Is it racist or just personal preference to only want to date within your own race?

I have found people in all races/colors that I think are attractive, but I have yet to manage to really hit it off with anyone non-white.

I got along really well with a Korean guy named Internet Redacted in college, and I'd hoped we had something, but he and his family had a lot of expectations of what "girlfriend material" would be, and I didn't measure up to those.

I gave a black guy named Internet Redacted 2 my number and we talked a little bit, but he wouldn't invite me to anything he had going on, he was just following me around campus uncomfortably. I wasn't sure how to handle it because I'm used to "getting coffee" or "going to the park" to get to know someone, and he didn't do either of those things, so we never made it off the ground either. I wasn't going to go out of my way to try to build a relationship with someone I didn't know at all whose game consisted of following me around and being secretive.

I've flirted around with a few Mexicans at my job and around the local area, but I knew from having seen their other girlfriends (literally these peoples' exes, not Mexican girlfriends in general) that they had certain lifestyle and reproductive expectations that didn't line up with what I had planned in life.

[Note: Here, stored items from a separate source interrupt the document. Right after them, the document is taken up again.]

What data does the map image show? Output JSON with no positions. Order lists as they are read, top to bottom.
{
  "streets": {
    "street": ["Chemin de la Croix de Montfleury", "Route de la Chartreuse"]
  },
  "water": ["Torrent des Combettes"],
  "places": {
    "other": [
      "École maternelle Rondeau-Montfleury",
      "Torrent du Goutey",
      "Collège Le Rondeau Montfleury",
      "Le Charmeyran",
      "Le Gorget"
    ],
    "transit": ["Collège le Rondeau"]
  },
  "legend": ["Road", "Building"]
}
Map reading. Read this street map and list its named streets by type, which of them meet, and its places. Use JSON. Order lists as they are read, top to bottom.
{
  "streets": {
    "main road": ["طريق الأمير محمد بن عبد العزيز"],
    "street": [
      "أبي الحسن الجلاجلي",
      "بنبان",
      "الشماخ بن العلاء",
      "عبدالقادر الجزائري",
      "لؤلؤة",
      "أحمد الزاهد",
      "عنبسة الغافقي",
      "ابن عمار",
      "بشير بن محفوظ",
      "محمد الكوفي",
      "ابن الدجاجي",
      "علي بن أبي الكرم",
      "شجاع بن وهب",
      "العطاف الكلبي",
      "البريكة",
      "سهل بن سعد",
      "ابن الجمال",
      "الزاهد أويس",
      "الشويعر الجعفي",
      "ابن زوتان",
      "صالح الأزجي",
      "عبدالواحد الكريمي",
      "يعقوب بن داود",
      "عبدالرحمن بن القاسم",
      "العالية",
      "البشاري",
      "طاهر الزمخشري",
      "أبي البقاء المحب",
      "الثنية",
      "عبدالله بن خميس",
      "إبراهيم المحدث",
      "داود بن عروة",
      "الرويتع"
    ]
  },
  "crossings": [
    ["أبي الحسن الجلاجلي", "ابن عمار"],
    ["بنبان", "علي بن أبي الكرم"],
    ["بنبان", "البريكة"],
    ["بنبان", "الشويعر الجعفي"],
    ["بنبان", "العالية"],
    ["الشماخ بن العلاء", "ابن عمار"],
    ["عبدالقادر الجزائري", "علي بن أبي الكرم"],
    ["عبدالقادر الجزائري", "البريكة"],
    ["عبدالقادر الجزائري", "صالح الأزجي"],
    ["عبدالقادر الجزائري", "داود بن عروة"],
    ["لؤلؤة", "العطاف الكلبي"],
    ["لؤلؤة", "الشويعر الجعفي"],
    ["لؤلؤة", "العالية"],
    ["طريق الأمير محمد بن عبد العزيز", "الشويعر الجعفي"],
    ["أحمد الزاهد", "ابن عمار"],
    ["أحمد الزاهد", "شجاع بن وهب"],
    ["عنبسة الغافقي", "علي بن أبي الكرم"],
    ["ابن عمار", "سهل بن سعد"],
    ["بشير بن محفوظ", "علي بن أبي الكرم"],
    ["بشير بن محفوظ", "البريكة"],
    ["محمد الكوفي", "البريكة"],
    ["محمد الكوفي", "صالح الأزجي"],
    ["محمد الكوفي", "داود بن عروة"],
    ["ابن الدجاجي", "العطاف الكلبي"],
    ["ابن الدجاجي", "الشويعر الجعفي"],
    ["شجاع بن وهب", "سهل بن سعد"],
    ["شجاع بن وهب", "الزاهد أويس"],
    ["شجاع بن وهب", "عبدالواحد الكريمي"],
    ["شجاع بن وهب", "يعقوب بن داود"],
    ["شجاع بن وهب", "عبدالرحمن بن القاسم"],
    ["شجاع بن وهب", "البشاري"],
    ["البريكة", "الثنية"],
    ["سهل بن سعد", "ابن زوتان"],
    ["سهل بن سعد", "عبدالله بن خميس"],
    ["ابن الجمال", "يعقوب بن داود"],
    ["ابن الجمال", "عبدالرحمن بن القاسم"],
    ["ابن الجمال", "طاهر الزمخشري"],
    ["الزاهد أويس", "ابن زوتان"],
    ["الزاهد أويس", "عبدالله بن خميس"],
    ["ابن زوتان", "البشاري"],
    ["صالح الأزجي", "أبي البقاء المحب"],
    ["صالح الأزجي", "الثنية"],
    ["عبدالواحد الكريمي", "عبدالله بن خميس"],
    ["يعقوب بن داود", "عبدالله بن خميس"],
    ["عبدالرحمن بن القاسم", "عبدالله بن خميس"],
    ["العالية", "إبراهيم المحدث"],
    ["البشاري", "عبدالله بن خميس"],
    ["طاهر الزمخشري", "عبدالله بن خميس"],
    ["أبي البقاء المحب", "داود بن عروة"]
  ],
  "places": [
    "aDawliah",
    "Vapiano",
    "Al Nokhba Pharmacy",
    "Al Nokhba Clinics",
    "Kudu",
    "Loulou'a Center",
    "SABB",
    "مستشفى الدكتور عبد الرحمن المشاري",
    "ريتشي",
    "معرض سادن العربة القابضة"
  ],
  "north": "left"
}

I did avoid dating a really nice guy that I probably would have been a good match with because he was Puerto Rican with a strange accent I had a hard time understanding and I was young and stupid and racist, but I learned from that that I was a stupid asshole and probably passed up a good thing. (He has a nice wife now who is excellent and we still talk a couple times a year.)

So I guess my opinion would be with some people you will have cultural barriers and with others you won't, so you're racist if you aren't open to the idea, but pretending that you have NO barriers (culture/religion/food/family) to dating anyone of any race at any time is a bit naïve and possibly a bit racist in that you'd be dismissing their background and preferences as unimportant.

And as a result I've ended up dating only white people, because they are the overwhelming majority of people I tend to meet, and because it's literally easier for white/white to get started because you don't have to do that uncomfortable "what's your background" dance, and I'm definitely guilty of being lazy because "dating" in itself has never been a priority of mine.

I say you don't have to do the "what's your background" dance with white/white because I am sort of an "expert" in white people, because they're what I know. A white person doesn't need to tell me their background, because once I know the city where they were born, the city they've spent most of their lives, their diction, and their choice of clothing, I have a pretty good general idea of whether this person and I could be a match. I've met a very large spread of white people and media (books/movies) provides me even more data, so white people are a quick study. I don't have nearly enough data on any other people group, so knowing those basics won't get me very far and I'm not sure how to go about assessing % match if they aren't VERY open about their preferences, life goals, and personality. I don't want to force relationships with people and it's my understanding that playing "200 questions" makes me seem like a cultural tourist.

Sorry for the weird naming, I just wanted to be clear that I did actually know peoples' names, I hate the "I gave a black guy my number, look at me" people.

TLDR: Oh my god I don't know but it worries me and I try to act right.